= WHAT YOU NEED TO DO =
Go through the records below and set each one down exactly, leaving out any pictures.

(Dataset records)
===============

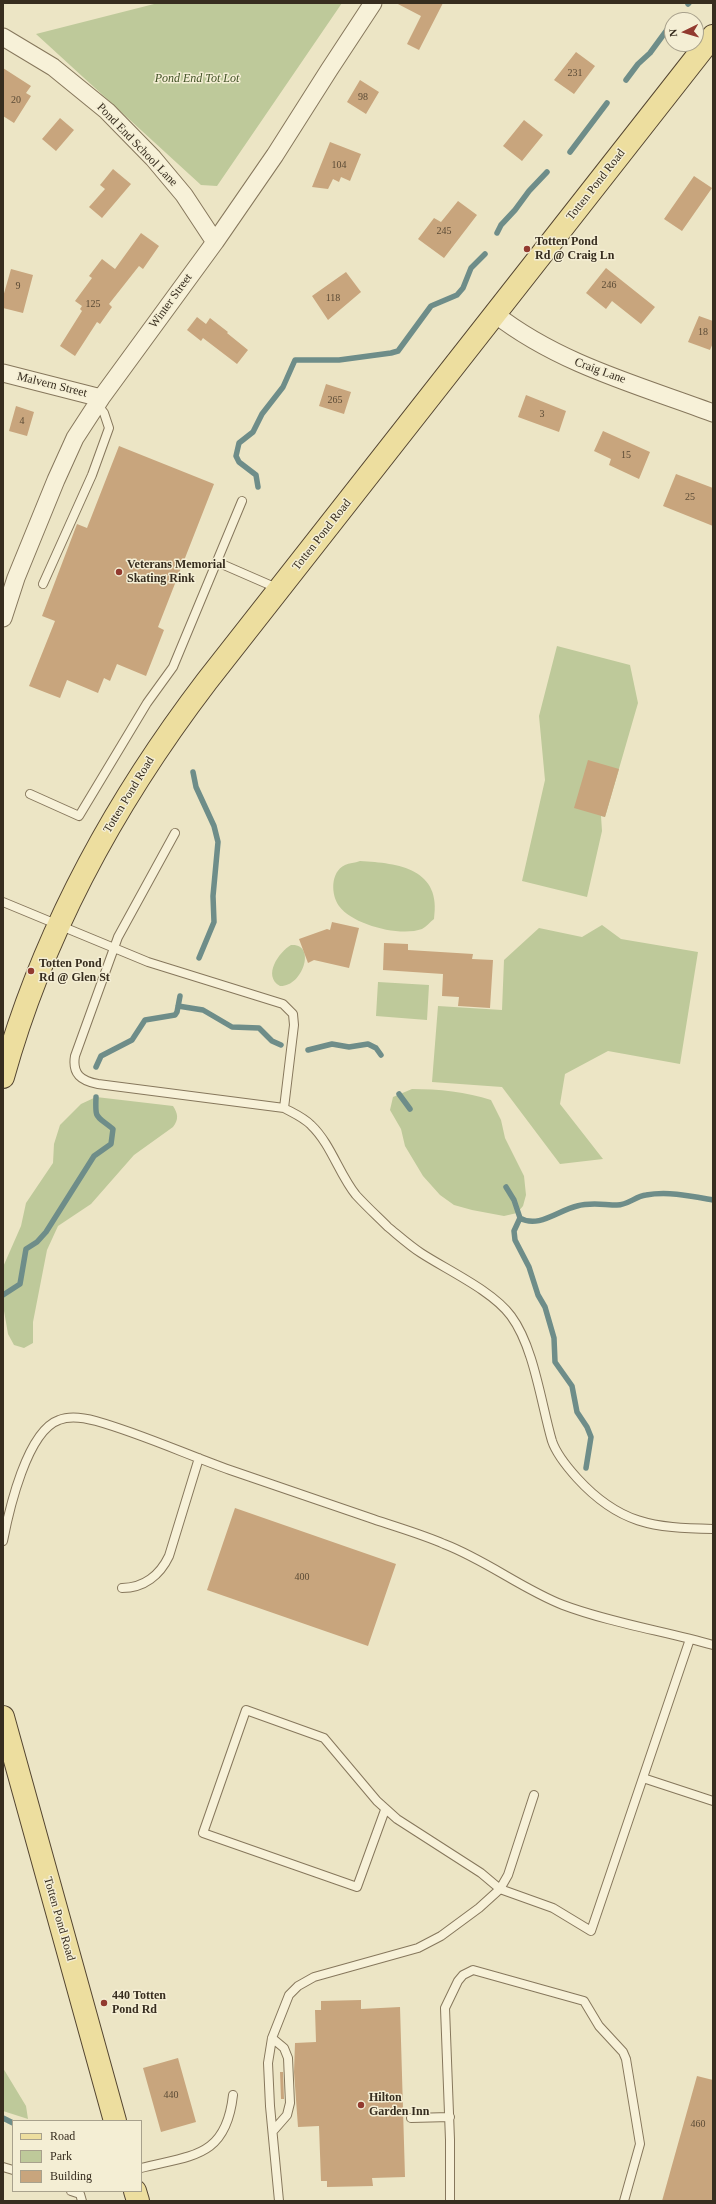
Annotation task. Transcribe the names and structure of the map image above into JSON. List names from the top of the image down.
{
  "streets": {
    "main road": ["Totten Pond Road"],
    "street": [
      "Pond End School Lane",
      "Winter Street",
      "Craig Lane",
      "Malvern Street"
    ]
  },
  "crossings": [
    ["Pond End School Lane", "Winter Street"],
    ["Totten Pond Road", "Craig Lane"],
    ["Winter Street", "Malvern Street"]
  ],
  "parks": ["Pond End Tot Lot"],
  "places": [
    "Totten Pond Rd @ Craig Ln",
    "Veterans Memorial Skating Rink",
    "Totten Pond Rd @ Glen St",
    "440 Totten Pond Rd",
    "Hilton Garden Inn"
  ],
  "house_numbers": [
    "231",
    "98",
    "20",
    "104",
    "245",
    "246",
    "9",
    "118",
    "125",
    "18",
    "265",
    "3",
    "4",
    "15",
    "25",
    "400",
    "440",
    "460"
  ],
  "legend": ["Road", "Park", "Building"],
  "north": "left"
}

===============

= EXPECTED ANSWER =
Annotation task. Transcribe the names and structure of the map image above into JSON. List names from the top of the image down.
{
  "streets": {
    "main road": ["Totten Pond Road"],
    "street": [
      "Pond End School Lane",
      "Winter Street",
      "Craig Lane",
      "Malvern Street"
    ]
  },
  "crossings": [
    ["Pond End School Lane", "Winter Street"],
    ["Totten Pond Road", "Craig Lane"],
    ["Winter Street", "Malvern Street"]
  ],
  "parks": ["Pond End Tot Lot"],
  "places": [
    "Totten Pond Rd @ Craig Ln",
    "Veterans Memorial Skating Rink",
    "Totten Pond Rd @ Glen St",
    "440 Totten Pond Rd",
    "Hilton Garden Inn"
  ],
  "house_numbers": [
    "231",
    "98",
    "20",
    "104",
    "245",
    "246",
    "9",
    "118",
    "125",
    "18",
    "265",
    "3",
    "4",
    "15",
    "25",
    "400",
    "440",
    "460"
  ],
  "legend": ["Road", "Park", "Building"],
  "north": "left"
}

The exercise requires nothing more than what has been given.